**DATA:**
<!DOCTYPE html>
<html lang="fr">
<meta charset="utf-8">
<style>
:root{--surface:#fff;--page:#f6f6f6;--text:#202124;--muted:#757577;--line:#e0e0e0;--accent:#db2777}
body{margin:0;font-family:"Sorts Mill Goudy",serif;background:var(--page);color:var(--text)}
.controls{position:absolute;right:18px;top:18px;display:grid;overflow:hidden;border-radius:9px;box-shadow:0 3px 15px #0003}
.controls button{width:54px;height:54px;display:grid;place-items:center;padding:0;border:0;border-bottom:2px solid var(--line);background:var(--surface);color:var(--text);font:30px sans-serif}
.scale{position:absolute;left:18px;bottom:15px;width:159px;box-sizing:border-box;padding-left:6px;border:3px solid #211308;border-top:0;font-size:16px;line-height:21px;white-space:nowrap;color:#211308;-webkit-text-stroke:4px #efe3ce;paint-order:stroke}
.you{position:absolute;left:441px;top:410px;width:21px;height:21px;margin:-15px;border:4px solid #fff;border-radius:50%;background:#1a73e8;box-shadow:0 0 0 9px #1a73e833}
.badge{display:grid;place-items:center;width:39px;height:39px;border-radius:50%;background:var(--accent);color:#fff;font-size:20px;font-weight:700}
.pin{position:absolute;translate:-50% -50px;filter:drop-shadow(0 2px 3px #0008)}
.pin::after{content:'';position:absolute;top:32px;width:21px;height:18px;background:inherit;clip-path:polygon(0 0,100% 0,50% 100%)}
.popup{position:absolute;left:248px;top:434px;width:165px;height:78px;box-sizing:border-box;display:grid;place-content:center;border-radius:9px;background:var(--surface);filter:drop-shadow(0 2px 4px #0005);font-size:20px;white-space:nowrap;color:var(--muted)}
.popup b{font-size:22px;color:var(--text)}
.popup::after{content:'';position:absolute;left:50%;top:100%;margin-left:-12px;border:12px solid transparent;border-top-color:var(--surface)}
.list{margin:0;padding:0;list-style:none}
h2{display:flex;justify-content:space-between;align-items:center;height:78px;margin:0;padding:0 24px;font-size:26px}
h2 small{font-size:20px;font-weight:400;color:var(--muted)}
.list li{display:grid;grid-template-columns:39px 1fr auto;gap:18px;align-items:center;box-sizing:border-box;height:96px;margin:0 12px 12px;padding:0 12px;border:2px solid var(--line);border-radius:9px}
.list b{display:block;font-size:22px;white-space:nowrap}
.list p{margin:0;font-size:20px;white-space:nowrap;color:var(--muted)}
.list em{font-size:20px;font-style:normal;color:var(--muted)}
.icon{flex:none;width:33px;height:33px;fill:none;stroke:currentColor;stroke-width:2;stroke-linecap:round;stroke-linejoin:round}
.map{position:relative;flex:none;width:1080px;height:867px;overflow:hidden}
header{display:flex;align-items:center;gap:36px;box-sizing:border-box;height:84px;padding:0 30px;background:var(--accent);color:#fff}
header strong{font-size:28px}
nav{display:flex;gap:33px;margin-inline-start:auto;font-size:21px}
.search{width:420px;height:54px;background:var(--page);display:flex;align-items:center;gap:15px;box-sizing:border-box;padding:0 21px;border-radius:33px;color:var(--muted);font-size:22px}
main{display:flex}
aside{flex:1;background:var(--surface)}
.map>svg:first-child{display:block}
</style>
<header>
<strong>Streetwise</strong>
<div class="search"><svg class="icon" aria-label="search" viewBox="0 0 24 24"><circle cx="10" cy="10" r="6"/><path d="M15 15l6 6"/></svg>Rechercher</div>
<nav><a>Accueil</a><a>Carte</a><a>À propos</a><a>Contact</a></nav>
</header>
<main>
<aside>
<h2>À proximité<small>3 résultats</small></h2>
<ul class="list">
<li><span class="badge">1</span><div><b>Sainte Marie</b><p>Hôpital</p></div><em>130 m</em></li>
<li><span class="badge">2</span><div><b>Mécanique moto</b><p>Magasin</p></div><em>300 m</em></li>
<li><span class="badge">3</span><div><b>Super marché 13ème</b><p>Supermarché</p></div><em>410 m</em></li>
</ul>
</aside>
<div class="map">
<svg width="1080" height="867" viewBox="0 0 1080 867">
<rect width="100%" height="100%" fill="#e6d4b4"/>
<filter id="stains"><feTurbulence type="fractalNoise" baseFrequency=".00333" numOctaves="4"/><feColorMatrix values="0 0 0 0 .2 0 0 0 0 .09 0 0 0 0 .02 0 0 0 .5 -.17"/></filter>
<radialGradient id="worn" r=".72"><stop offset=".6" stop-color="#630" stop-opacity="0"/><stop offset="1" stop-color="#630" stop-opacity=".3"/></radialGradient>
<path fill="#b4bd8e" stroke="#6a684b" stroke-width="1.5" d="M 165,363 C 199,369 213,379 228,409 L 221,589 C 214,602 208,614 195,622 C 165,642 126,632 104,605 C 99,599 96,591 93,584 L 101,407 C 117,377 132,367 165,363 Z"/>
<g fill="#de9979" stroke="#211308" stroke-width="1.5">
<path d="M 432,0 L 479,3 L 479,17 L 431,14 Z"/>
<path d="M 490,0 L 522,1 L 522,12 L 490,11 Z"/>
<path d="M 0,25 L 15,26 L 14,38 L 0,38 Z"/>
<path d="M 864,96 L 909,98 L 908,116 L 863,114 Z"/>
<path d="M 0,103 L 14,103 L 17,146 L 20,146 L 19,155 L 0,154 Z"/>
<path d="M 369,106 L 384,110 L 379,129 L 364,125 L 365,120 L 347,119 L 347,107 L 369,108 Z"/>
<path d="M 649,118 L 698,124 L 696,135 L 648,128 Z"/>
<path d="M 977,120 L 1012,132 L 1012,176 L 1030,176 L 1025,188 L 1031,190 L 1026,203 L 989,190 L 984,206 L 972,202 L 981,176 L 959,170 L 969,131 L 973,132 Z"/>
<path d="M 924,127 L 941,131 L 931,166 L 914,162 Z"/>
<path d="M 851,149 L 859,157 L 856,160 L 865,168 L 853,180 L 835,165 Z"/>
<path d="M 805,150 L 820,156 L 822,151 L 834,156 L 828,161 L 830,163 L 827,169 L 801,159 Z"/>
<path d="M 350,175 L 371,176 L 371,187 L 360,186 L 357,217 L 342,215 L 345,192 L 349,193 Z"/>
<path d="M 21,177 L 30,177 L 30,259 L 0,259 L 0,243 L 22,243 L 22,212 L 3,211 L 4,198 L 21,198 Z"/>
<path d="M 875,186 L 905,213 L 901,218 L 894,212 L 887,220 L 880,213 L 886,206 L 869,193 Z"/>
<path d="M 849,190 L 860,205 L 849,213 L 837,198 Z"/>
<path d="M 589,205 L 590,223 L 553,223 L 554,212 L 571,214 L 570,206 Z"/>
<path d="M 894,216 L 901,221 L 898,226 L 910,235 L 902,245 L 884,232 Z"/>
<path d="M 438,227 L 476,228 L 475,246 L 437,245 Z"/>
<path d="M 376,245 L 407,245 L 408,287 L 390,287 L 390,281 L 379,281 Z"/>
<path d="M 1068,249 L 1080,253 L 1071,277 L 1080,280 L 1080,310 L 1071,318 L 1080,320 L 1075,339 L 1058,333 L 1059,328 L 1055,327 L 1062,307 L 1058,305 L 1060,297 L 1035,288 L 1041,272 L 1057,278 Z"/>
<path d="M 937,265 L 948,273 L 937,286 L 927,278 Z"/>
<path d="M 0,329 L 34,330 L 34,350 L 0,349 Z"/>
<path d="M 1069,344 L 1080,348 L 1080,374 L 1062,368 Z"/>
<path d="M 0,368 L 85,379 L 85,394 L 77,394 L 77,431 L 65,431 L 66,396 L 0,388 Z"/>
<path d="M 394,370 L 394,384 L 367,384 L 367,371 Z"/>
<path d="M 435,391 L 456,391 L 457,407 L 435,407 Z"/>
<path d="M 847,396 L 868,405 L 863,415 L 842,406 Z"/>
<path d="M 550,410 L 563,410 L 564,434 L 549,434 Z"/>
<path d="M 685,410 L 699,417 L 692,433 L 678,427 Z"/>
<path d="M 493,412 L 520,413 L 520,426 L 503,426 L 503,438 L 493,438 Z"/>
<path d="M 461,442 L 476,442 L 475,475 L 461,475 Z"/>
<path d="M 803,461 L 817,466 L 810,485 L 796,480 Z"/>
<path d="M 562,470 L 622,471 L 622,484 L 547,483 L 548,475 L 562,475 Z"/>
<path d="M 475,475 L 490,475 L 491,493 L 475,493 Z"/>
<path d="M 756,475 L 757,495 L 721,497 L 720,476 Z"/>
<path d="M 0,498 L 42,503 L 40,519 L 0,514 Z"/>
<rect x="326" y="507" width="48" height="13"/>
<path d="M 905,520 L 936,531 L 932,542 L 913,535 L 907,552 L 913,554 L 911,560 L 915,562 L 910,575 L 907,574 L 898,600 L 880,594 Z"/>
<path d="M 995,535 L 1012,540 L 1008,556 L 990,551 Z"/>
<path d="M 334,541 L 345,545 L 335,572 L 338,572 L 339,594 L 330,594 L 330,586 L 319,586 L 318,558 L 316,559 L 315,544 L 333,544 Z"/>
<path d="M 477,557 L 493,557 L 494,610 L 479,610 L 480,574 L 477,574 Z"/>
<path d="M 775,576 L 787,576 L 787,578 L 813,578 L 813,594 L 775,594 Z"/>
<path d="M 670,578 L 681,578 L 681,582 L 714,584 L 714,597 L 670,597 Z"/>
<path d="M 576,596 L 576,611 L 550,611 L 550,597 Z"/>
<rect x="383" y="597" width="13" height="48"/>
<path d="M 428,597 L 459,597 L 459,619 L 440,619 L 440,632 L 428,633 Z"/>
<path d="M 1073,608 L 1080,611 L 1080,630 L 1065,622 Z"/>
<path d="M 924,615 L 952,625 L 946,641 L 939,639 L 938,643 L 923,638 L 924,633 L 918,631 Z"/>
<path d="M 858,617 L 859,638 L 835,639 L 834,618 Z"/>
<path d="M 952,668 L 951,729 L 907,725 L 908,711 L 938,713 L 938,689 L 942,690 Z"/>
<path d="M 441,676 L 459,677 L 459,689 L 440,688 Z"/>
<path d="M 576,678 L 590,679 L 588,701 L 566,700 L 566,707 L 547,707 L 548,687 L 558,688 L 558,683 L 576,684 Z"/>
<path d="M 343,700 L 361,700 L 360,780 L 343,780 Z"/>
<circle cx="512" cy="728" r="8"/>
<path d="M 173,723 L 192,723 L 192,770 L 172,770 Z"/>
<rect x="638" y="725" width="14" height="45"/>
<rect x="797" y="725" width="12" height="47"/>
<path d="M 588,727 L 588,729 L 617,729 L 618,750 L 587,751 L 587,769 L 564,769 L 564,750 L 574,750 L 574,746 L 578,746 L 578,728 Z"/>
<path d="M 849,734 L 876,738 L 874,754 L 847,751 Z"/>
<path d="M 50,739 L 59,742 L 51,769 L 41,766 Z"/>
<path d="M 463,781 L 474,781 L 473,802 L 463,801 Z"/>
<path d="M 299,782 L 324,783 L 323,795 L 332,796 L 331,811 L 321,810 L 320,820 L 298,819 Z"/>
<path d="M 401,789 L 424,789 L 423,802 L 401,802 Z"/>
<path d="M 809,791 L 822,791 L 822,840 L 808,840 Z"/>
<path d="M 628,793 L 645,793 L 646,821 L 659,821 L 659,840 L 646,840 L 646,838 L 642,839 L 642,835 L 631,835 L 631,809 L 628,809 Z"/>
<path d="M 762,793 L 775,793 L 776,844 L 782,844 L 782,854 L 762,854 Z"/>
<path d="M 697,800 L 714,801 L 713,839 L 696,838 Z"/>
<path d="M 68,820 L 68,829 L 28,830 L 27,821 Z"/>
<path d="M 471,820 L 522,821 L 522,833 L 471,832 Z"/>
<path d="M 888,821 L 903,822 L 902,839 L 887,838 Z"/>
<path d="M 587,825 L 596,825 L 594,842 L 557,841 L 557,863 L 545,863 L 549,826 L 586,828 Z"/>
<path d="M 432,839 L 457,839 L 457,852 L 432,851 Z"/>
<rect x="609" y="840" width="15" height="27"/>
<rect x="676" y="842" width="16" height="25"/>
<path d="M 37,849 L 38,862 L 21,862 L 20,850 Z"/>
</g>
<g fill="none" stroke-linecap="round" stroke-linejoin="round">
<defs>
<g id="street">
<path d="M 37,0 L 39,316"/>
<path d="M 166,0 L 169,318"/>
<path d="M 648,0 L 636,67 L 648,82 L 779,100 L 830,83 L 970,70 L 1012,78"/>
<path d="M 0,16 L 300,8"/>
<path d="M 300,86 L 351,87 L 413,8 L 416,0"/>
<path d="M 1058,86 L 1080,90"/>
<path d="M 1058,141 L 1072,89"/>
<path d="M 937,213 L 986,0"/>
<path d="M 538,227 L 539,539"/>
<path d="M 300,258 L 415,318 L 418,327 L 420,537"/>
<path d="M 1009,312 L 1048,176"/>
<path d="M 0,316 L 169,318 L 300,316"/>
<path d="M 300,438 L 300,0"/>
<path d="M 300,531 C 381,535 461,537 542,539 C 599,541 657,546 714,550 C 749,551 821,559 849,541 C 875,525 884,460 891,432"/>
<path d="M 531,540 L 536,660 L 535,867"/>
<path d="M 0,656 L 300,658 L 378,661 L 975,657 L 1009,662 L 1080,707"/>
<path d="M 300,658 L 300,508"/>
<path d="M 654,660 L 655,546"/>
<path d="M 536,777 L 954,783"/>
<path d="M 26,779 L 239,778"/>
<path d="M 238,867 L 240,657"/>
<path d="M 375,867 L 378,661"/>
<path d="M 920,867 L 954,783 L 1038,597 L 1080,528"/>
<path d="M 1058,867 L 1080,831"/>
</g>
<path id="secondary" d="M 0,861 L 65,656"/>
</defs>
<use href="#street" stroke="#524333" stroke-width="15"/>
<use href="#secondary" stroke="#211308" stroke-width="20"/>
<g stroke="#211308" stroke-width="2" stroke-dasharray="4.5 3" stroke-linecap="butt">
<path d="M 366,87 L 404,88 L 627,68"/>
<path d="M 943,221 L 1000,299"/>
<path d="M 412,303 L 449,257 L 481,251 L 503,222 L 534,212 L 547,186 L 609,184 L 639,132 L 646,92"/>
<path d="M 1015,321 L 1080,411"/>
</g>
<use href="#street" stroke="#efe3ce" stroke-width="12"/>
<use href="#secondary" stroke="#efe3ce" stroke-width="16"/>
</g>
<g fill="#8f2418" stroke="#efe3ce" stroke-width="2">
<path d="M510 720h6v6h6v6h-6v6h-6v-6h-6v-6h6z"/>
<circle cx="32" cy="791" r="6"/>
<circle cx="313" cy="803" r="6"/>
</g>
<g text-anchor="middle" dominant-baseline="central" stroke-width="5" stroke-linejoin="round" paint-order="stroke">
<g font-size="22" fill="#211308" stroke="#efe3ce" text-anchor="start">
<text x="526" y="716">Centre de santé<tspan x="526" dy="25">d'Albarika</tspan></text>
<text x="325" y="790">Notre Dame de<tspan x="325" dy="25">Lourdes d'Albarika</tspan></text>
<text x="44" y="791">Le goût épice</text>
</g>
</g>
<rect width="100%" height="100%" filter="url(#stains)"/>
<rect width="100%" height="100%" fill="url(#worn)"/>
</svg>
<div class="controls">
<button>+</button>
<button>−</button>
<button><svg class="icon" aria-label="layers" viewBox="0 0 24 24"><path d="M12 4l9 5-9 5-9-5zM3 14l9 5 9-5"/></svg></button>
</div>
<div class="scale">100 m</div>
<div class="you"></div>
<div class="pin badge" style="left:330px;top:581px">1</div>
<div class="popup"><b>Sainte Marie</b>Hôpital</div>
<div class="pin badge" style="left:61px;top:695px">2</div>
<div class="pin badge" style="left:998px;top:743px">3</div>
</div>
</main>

**WORK ITEM:** Locate the word "after" in the entries, and copy every line where it is found.

**TASK RESPONSE:**
.pin::after{content:'';position:absolute;top:32px;width:21px;height:18px;background:inherit;clip-path:polygon(0 0,100% 0,50% 100%)}
.popup::after{content:'';position:absolute;left:50%;top:100%;margin-left:-12px;border:12px solid transparent;border-top-color:var(--surface)}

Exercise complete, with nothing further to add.